> _PROBLEM_: In the records below, some lines contain the word "then". Copy each of them.

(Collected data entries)
*** Begin section ***

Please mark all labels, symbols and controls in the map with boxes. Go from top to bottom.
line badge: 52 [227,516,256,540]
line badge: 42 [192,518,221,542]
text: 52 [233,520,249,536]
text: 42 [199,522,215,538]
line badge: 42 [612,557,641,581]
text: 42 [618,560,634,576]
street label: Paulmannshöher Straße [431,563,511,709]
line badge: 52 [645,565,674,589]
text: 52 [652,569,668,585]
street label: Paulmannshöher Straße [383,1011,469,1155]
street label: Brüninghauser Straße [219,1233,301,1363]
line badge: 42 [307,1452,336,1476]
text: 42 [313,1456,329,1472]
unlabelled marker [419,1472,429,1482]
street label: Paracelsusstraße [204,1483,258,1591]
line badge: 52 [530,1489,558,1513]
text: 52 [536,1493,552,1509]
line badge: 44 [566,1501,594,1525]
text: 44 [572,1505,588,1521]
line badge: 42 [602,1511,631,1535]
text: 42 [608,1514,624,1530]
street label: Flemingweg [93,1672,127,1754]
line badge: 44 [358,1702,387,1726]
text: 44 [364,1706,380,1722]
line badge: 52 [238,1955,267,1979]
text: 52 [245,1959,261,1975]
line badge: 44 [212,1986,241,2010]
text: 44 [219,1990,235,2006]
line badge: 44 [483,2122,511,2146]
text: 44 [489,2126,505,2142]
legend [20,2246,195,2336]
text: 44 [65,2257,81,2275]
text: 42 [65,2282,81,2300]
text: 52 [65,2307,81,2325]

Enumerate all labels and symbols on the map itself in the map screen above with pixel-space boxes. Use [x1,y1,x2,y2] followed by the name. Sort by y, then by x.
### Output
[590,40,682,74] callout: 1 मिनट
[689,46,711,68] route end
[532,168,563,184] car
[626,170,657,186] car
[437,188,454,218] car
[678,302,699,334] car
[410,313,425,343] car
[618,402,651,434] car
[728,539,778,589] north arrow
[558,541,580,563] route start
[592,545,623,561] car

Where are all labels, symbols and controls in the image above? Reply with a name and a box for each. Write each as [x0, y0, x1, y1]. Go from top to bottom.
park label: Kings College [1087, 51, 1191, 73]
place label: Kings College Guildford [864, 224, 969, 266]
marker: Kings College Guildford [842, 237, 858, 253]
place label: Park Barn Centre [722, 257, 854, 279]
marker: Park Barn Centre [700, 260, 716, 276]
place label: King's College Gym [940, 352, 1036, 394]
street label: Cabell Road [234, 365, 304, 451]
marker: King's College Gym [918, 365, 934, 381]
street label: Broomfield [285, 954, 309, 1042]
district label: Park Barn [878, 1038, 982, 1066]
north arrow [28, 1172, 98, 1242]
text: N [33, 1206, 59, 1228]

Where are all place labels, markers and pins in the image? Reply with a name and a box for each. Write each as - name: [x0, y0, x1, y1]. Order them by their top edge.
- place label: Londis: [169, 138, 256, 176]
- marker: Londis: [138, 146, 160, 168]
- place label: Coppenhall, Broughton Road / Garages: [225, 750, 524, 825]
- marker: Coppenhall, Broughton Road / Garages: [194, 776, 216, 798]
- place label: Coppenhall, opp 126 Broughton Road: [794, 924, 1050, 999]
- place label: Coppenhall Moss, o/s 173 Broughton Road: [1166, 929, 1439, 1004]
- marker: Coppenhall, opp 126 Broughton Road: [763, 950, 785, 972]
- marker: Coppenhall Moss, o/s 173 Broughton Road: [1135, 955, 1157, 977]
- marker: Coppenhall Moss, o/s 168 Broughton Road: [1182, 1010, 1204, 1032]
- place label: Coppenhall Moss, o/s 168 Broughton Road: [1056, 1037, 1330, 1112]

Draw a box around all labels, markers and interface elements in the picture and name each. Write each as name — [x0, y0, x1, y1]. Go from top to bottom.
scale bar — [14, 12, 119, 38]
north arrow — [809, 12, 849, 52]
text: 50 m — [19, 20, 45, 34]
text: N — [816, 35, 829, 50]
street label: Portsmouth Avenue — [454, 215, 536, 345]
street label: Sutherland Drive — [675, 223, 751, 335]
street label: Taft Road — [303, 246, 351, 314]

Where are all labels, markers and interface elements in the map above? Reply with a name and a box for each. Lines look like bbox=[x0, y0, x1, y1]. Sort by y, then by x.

*** End section ***

> _REPLY_:
Enumerate all labels and symbols on the map itself in the map screen above with pixel-space boxes. Use [x1,y1,x2,y2] followed by the name. Sort by y, then by x.
Where are all labels, markers and interface elements in the map above? Reply with a name and a box for each. Lines look like bbox=[x0, y0, x1, y1]. Sort by y, then by x.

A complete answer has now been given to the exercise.